• _Task statement_:
The reply must be the number of lines in the following material that include the word "column", and nothing more.

= = = = = = =

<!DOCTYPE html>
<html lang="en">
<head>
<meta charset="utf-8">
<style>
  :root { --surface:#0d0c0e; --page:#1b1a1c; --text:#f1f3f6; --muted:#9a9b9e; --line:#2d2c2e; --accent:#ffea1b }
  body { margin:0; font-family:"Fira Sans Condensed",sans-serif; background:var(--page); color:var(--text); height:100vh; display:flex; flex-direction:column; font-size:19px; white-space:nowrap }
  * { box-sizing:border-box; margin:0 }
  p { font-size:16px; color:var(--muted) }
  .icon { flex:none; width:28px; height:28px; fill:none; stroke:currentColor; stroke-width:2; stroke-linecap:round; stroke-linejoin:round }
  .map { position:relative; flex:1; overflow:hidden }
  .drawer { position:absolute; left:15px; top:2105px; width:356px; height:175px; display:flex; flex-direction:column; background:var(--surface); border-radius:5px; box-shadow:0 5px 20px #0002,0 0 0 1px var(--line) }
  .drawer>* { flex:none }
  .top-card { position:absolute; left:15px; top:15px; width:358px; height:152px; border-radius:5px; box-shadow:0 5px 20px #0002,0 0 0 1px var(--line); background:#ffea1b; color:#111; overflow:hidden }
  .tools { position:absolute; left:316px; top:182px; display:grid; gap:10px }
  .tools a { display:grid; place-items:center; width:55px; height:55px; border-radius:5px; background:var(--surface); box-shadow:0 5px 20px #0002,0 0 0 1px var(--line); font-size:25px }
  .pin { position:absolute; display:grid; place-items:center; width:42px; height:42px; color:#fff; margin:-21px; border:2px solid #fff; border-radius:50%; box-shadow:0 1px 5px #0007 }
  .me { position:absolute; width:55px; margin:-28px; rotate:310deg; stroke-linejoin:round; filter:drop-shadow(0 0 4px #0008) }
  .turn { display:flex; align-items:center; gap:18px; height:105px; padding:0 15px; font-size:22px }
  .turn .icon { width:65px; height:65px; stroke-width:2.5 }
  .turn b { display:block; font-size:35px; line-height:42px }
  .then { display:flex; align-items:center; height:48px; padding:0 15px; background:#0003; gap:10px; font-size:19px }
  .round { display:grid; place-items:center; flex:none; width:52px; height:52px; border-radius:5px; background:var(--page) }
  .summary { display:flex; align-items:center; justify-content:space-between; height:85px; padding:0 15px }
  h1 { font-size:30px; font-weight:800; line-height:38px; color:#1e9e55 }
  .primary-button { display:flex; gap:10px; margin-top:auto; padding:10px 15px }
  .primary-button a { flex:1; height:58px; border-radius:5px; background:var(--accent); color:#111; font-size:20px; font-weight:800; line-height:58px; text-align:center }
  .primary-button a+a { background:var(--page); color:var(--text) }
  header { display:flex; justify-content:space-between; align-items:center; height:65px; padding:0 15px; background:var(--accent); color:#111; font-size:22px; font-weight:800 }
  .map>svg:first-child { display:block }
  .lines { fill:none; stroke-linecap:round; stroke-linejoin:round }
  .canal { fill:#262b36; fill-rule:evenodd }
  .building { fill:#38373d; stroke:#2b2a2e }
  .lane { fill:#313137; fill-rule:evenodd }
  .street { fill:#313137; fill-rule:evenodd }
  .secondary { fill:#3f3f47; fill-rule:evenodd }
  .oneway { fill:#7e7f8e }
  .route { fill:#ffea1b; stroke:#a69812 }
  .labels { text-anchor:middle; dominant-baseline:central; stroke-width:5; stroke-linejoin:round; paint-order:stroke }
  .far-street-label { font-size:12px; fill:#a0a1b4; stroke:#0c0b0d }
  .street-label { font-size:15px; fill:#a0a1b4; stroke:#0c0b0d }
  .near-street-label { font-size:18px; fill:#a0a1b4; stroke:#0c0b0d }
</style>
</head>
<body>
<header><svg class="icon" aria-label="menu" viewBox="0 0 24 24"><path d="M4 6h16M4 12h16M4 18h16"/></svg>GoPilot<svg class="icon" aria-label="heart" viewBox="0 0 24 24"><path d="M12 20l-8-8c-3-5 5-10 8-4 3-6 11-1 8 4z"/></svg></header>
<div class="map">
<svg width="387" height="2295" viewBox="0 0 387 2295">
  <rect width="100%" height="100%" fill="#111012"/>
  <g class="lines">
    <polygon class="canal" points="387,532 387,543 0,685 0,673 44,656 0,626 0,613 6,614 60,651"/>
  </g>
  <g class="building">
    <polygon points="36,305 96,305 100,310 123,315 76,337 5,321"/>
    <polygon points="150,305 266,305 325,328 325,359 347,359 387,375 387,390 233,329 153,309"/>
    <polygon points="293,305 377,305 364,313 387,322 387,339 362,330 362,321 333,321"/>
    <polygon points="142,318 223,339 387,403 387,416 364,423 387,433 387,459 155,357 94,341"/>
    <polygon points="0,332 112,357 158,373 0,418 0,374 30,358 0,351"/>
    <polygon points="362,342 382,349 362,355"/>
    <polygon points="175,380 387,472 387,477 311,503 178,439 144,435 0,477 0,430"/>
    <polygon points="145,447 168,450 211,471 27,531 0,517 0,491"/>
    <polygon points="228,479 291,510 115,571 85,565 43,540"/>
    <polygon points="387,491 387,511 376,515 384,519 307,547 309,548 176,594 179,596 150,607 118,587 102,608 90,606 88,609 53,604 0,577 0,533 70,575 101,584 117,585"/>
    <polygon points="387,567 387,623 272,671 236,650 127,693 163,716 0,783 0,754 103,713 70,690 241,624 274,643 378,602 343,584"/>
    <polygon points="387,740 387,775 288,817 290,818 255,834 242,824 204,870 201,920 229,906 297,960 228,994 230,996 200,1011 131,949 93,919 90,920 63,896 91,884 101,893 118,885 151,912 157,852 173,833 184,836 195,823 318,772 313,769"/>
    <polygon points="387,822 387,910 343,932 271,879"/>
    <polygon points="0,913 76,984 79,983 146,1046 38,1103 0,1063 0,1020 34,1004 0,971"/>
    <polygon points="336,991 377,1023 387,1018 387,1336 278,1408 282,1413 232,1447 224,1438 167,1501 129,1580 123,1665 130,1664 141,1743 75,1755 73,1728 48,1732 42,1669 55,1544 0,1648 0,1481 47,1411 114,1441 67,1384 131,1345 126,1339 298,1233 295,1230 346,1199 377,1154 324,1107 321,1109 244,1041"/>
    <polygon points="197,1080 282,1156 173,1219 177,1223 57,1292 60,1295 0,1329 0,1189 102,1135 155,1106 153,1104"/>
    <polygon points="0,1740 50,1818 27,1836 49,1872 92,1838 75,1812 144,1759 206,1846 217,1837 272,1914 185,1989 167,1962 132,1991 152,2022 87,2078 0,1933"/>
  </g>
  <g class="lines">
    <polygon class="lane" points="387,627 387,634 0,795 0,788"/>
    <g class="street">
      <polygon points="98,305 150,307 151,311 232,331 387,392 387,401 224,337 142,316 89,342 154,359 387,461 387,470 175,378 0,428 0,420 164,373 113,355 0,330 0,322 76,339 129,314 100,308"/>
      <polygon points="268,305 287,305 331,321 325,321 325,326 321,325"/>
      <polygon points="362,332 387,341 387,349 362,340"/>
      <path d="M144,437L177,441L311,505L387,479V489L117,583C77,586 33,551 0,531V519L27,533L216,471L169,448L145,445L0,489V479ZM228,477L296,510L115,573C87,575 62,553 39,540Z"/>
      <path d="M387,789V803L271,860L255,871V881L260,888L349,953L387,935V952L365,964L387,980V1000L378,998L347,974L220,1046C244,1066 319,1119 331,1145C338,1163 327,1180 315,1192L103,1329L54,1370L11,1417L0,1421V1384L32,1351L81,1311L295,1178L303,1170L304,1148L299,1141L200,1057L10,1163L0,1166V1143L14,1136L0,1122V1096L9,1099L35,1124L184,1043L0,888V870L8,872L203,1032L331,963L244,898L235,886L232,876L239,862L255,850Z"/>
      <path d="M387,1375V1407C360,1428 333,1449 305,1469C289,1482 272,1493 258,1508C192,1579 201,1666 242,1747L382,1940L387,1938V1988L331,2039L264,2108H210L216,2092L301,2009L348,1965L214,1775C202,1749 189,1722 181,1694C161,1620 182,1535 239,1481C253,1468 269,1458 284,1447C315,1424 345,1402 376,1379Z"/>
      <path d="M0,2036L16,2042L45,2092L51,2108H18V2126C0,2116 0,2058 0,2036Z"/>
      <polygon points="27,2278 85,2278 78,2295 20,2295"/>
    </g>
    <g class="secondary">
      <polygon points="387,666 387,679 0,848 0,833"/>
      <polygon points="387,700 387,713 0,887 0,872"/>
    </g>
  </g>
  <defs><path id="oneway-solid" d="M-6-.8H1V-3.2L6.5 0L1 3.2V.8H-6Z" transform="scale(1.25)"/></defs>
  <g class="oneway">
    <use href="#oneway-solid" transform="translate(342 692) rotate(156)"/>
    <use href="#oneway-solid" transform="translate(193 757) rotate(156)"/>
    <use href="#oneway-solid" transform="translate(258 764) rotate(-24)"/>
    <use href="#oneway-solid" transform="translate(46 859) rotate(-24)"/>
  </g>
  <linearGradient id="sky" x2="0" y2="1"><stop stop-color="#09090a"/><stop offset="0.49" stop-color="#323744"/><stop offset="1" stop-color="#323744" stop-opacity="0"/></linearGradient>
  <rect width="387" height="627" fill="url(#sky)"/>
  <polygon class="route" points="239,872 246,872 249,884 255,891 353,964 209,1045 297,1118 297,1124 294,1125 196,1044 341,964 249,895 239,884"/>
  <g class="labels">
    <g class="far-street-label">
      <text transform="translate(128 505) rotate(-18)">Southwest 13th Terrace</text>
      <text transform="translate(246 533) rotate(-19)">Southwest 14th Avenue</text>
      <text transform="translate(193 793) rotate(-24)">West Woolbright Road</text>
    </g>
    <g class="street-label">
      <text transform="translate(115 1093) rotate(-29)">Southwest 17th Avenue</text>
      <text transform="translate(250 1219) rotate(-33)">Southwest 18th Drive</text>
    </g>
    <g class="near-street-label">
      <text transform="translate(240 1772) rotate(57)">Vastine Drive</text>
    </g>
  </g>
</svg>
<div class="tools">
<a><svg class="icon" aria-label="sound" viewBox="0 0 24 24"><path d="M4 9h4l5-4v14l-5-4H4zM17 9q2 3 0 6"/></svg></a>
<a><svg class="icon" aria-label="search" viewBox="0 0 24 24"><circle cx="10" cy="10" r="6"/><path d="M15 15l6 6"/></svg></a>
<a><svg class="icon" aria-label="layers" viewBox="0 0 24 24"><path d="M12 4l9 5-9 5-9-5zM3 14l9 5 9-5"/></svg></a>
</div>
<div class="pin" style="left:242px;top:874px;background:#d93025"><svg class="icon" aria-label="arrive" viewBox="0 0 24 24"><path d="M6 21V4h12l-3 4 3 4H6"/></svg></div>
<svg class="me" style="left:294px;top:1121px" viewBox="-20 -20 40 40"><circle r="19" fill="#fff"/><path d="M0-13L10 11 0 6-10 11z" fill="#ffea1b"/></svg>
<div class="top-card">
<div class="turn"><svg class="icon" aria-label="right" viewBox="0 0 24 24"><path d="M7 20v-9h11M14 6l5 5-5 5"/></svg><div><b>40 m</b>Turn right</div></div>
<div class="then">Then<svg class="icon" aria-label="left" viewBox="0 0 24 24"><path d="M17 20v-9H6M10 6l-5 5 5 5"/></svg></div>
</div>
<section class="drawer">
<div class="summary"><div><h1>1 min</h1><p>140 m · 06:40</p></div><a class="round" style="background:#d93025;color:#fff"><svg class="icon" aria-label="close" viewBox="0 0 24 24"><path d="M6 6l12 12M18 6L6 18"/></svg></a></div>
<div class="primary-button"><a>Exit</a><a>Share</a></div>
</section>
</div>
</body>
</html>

= = = = = = =

• _Final answer_:
2